I grab father’s lapels again and shake them as hard as I can. The shaking makes his head twist over to one side. His mouth’s slightly open. Still no sign of life, no sign of breathing. I want to thump his chest, to beat him into a reaction.

At the same time, I grow aware of the vehicle.

An engine has separated from the background noise and is growing ever louder. It sounds as if it’s just down the next street. Burying my hands in father’s coat collar I begin to drag him backwards across the road, yelling at myself for strength as I force myself toward the nearest doorway.

Now I see the vehicle. A massive metallic shape propelling itself up the street toward me. My actions grow more urgent in the moments that the vehicle bears down on me, jerking father across the road and up onto the sidewalk.

At the last moment he comes to life, bending his knees and rolling across the sidewalk beside me. Dorothy throws herself on his chest. She’s still clutching the ruined pictures.

The vehicle hurtles past, diminishing into the background drone.

Father opens his eyes. He stares at me for a long time, as if trying to figure out who I am.

“Alice?” he says finally. His voice is hardly more than a whisper. He clears his throat and tries again. “Alice?”

Dorothy begins to sob. Tears prickle at my own eyes. I let them come. He grunts, tries to rise, falls back again. Maybe a rib is cracked.

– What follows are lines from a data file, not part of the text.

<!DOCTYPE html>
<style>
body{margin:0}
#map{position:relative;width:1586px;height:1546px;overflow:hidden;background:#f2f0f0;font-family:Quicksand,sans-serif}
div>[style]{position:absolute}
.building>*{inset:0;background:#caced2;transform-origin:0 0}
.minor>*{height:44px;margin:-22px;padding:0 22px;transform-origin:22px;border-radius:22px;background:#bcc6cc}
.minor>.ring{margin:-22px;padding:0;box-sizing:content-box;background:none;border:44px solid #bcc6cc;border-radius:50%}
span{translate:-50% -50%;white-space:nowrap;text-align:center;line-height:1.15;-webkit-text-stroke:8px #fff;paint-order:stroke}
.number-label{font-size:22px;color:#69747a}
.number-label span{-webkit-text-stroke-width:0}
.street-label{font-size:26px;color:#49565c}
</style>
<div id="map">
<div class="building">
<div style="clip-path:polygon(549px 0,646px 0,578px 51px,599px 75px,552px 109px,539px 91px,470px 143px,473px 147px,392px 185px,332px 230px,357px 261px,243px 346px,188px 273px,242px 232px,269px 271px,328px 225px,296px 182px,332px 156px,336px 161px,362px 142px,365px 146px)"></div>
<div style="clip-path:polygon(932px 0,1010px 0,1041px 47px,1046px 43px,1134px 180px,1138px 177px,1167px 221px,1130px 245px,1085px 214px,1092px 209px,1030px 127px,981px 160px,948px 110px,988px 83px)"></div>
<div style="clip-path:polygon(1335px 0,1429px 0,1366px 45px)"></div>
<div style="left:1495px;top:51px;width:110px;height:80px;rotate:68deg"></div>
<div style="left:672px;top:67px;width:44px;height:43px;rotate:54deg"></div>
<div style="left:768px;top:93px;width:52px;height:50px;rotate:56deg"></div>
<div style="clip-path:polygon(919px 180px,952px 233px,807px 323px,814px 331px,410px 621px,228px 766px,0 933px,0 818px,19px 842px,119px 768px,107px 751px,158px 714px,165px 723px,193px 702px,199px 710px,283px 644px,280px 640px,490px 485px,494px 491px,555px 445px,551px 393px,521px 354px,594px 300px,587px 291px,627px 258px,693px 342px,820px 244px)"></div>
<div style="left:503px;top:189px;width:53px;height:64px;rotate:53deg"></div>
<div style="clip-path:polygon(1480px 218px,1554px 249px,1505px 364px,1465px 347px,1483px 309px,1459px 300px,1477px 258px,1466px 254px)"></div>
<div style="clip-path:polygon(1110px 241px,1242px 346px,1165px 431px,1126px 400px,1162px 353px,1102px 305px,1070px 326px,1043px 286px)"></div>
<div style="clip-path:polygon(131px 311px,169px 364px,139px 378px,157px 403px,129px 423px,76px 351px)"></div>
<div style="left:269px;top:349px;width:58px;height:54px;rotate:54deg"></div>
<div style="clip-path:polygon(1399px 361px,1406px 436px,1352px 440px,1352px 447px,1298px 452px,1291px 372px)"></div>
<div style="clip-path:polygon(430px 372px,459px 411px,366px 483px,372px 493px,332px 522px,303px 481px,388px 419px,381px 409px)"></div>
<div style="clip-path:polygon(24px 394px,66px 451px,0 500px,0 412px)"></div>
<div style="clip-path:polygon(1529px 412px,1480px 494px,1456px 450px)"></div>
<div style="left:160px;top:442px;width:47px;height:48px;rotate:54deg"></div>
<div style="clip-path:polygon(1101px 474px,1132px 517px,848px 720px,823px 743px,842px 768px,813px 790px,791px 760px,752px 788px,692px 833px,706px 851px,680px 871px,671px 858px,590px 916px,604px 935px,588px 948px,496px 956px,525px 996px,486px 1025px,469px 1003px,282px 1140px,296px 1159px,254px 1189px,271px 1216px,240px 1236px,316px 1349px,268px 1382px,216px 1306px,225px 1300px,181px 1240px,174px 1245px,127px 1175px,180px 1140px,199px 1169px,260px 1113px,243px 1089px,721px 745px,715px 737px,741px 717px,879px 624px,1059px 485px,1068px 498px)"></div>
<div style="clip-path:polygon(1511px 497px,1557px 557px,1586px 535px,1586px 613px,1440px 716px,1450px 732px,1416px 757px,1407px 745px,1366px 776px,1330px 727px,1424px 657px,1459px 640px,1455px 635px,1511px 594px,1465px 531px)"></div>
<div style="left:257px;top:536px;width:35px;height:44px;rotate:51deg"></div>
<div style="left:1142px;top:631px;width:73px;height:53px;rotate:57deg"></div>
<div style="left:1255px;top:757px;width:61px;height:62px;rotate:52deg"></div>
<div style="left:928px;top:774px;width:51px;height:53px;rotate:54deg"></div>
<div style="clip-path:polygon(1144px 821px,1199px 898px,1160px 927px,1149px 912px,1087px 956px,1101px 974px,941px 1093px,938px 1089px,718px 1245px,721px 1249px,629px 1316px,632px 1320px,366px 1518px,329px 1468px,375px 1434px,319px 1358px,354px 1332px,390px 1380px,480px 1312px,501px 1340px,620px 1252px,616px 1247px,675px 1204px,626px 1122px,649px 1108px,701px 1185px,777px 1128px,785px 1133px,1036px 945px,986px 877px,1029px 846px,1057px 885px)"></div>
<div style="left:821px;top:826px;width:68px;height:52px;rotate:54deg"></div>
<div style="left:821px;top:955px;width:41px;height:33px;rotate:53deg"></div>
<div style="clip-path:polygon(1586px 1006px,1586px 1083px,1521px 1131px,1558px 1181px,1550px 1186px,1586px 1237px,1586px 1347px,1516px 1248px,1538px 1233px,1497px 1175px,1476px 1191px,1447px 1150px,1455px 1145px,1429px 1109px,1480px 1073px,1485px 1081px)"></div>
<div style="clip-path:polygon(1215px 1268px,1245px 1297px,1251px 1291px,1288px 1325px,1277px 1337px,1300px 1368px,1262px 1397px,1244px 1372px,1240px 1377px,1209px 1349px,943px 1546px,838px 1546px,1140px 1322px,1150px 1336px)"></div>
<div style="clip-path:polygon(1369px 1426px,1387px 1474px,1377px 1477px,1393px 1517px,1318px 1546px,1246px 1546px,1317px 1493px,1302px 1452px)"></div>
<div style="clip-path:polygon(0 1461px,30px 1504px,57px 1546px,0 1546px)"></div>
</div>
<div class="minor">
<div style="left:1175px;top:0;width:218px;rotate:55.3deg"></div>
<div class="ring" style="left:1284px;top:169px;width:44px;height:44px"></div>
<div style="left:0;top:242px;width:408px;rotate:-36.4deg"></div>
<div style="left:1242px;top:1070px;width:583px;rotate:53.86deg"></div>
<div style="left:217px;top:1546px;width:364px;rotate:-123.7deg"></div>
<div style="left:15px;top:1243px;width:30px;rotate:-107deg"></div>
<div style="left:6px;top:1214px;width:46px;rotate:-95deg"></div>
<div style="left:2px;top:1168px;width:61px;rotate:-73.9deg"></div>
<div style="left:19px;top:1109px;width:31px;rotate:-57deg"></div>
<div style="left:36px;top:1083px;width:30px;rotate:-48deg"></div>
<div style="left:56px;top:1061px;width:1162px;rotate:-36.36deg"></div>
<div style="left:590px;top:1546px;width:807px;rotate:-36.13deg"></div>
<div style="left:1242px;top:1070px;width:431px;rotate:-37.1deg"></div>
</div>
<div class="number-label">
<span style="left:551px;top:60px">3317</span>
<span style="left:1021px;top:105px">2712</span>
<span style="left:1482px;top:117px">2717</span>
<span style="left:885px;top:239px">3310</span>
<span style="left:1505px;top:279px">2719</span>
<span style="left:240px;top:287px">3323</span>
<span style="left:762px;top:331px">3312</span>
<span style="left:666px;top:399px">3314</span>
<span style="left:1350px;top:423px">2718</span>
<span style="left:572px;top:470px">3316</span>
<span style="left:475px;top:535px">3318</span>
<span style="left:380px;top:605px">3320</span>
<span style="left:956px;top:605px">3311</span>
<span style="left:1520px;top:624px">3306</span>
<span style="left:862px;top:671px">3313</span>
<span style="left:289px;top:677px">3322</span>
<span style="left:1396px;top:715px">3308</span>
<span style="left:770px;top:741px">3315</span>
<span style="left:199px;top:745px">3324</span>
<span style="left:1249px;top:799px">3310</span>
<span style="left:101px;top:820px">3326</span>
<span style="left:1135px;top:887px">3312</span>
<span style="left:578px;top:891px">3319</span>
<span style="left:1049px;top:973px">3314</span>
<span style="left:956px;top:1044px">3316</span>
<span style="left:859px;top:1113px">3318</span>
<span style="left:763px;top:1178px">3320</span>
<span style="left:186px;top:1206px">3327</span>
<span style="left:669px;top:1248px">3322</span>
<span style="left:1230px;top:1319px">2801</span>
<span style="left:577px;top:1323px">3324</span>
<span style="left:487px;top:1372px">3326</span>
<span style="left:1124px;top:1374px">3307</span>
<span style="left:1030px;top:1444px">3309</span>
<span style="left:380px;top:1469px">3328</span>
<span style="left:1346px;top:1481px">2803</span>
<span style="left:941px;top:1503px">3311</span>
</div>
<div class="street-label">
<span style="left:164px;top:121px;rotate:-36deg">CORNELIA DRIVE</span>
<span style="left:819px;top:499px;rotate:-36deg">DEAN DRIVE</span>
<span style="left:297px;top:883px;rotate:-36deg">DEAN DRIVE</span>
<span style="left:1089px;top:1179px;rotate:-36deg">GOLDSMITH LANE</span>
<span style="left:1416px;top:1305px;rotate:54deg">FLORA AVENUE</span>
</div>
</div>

There are juveniles in the doorways, peering out with blank eyes. I wonder what they make of us. The smell of the street is like the smell of father when he comes home to an empty bed late at night, when mother is out running to ease her pain, the tang of cigarettes and wanting and helpless surrender. I realize at once that it wasn’t mother who kept us here on Colfoni these past seven years. His eyes are as blank as the anzoori. We will never return to Earth.

He stares at me again, searching my face for clues, then shakes his head.

“Dorothy,” he murmurs. He touches her hair briefly. “Let’s go home.”

Hauling lamely at the sidewalk, pressing hard, howling silently at the night, he manages to drag himself to his feet. We gather everything and press it back in his bag. Then, taking both our hands, he leads us through broken corridors and rust-pitted passages, beneath the leaning blades of Borova, through clanging wharves to the sullied streets of Paradise.